Preparar-se para dominar as decisões mais cruciais que moldarão o seu destino é o primeiro passo para construir a vida que você sempre desejou.
A verdade é que, ao dominar essas escolhas, você se torna o arquiteto da sua própria existência.
Vamos mergulhar fundo nas seis decisões mais impactantes que você fará.
1. Com Quem Você Escolhe Ter Por Perto
Uma das decisões mais importantes que você fará é escolher com quem se cercar.
Você já deve ter ouvido que “você é a média das cinco pessoas com quem mais passa tempo”, mas a verdade é que você literalmente se torna quem você convive.
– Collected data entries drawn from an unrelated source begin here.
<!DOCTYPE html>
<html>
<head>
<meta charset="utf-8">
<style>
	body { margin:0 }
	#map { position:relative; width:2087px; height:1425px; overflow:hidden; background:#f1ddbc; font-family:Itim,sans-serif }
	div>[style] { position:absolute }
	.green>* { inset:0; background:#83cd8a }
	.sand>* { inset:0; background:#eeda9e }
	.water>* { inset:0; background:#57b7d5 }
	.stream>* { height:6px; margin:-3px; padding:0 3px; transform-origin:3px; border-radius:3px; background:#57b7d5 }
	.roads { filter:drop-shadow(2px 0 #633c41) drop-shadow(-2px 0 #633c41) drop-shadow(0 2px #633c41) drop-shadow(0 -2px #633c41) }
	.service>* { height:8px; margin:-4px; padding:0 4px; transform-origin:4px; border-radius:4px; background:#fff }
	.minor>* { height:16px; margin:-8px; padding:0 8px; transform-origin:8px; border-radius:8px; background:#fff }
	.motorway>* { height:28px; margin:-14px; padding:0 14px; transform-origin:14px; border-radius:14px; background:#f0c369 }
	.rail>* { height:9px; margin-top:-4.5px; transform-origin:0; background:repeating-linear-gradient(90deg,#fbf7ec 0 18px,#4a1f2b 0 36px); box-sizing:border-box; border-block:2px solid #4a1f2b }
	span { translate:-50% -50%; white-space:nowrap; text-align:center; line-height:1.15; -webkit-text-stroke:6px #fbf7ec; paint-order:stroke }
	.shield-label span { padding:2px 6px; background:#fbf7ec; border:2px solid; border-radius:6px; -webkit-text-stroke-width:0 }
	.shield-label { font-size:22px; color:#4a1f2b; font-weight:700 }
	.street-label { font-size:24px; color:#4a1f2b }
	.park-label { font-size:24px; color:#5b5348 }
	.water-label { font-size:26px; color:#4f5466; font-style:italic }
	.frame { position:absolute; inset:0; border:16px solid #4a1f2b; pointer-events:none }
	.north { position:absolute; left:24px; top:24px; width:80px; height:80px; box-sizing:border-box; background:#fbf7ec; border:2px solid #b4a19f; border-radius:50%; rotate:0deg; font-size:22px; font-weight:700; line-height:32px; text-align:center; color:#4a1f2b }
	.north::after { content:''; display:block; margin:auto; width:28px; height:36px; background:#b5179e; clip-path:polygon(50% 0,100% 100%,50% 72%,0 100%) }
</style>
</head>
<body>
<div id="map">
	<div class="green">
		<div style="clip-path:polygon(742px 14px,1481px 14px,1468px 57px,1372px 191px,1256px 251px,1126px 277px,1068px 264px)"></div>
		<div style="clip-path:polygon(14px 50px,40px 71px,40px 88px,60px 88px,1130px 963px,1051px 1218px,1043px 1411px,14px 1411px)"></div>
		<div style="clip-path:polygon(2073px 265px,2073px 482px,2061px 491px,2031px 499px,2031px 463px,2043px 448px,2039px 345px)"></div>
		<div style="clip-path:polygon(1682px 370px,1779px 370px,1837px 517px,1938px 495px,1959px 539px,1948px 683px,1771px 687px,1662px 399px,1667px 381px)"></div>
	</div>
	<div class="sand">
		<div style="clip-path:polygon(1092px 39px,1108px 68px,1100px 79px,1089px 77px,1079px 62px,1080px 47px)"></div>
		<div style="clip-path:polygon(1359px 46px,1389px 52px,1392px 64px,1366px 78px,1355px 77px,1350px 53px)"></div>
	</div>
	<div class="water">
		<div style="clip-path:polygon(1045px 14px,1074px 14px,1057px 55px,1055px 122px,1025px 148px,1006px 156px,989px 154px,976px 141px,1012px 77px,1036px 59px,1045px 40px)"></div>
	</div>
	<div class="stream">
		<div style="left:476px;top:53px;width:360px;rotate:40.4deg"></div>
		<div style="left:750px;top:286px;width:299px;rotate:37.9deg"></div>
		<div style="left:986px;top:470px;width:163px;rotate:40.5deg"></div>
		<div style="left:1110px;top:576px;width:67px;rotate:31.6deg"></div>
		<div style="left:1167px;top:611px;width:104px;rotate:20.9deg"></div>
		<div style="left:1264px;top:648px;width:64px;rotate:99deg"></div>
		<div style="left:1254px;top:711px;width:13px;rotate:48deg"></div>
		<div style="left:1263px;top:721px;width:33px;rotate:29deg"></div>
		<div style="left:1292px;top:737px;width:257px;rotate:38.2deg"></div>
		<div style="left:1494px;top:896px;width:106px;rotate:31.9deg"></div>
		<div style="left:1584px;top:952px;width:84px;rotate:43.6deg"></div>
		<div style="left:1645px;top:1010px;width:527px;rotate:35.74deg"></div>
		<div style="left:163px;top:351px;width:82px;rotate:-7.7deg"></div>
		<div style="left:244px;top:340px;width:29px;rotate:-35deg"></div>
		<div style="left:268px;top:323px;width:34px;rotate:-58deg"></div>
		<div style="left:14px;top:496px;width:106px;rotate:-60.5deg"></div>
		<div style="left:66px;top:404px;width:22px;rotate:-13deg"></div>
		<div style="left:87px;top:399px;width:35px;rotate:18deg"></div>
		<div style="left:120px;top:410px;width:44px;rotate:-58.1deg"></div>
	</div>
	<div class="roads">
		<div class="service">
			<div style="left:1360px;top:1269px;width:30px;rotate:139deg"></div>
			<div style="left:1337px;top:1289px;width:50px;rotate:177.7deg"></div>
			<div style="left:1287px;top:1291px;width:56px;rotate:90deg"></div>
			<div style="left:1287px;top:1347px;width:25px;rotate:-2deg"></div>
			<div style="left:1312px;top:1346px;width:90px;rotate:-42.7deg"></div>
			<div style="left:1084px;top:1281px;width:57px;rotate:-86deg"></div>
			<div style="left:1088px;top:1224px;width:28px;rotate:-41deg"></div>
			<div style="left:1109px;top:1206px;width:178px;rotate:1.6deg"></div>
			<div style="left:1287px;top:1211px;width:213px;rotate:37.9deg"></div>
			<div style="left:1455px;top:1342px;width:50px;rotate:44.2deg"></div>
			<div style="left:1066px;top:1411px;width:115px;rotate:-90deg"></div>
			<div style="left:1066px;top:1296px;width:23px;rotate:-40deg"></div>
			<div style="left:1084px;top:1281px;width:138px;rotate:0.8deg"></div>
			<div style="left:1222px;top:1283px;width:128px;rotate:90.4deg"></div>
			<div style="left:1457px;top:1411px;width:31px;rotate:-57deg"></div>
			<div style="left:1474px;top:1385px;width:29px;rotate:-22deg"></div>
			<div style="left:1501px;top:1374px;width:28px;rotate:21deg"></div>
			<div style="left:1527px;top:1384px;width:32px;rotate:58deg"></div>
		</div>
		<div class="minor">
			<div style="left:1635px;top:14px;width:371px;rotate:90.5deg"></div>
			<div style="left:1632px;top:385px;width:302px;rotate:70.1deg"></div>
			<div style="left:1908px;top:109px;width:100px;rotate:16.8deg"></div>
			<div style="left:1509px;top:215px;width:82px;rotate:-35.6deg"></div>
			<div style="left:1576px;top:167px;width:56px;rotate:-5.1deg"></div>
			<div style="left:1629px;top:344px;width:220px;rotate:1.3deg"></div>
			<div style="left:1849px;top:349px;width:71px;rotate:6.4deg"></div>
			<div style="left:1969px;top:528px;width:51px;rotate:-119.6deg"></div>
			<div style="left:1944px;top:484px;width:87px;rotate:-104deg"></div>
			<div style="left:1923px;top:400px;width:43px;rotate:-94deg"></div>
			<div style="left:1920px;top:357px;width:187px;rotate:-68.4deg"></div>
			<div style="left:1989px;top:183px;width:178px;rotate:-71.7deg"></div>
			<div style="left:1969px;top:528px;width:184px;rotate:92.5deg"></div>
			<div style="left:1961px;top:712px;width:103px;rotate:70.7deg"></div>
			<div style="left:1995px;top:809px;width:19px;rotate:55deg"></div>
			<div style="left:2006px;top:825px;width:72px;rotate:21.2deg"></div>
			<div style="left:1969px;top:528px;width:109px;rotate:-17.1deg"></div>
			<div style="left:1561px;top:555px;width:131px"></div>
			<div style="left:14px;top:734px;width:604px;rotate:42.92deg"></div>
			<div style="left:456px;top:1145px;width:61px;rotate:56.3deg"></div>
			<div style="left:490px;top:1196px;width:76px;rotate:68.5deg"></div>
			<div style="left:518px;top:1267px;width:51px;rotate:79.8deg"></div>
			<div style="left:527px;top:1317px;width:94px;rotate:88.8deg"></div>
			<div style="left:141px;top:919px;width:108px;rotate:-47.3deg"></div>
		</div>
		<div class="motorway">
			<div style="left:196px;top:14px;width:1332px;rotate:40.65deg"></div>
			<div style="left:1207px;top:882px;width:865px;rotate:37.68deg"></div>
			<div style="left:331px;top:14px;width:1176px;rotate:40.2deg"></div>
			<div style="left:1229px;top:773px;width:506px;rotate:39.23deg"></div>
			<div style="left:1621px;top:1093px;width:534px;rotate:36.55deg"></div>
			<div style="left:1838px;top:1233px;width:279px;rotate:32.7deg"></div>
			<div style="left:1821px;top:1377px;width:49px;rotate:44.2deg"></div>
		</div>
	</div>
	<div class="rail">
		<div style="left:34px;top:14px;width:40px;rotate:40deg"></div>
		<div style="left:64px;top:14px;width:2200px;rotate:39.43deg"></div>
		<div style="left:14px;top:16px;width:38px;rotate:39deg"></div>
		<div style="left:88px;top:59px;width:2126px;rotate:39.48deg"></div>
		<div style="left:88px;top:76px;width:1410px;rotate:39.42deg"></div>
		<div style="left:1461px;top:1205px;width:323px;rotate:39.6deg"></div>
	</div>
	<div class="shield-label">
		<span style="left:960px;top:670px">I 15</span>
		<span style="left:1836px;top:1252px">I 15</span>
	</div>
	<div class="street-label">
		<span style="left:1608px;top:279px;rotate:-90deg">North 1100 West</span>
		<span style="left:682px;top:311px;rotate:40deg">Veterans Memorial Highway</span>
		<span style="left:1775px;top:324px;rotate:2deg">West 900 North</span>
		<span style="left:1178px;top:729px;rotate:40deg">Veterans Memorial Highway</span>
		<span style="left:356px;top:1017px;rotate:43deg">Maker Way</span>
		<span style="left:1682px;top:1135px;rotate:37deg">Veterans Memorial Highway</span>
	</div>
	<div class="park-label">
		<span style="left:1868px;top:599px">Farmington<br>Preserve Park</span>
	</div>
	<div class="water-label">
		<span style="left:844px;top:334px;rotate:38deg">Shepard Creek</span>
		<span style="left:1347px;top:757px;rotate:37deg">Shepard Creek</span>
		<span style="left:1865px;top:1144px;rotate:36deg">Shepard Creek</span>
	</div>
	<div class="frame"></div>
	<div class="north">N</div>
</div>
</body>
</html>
Há uma frase brilhante que diz: “Quando você caminha com alguém, algo interessante acontece inconscientemente: ou você se ajusta ao ritmo dele, ou ele se ajusta ao seu.”
Assim também é a vida com quem você se cerca. Você se ajusta às pessoas ao seu redor, muitas vezes sem nem perceber.
Ou você eleva seus padrões aos níveis deles, ou os rebaixa.
Pesquisas comprovam isso. Um estudo de 2007, publicado no New England Journal of Medicine, revelou que se um amigo próximo se torna obeso, suas chances de também se tornarem aumentam em 57%.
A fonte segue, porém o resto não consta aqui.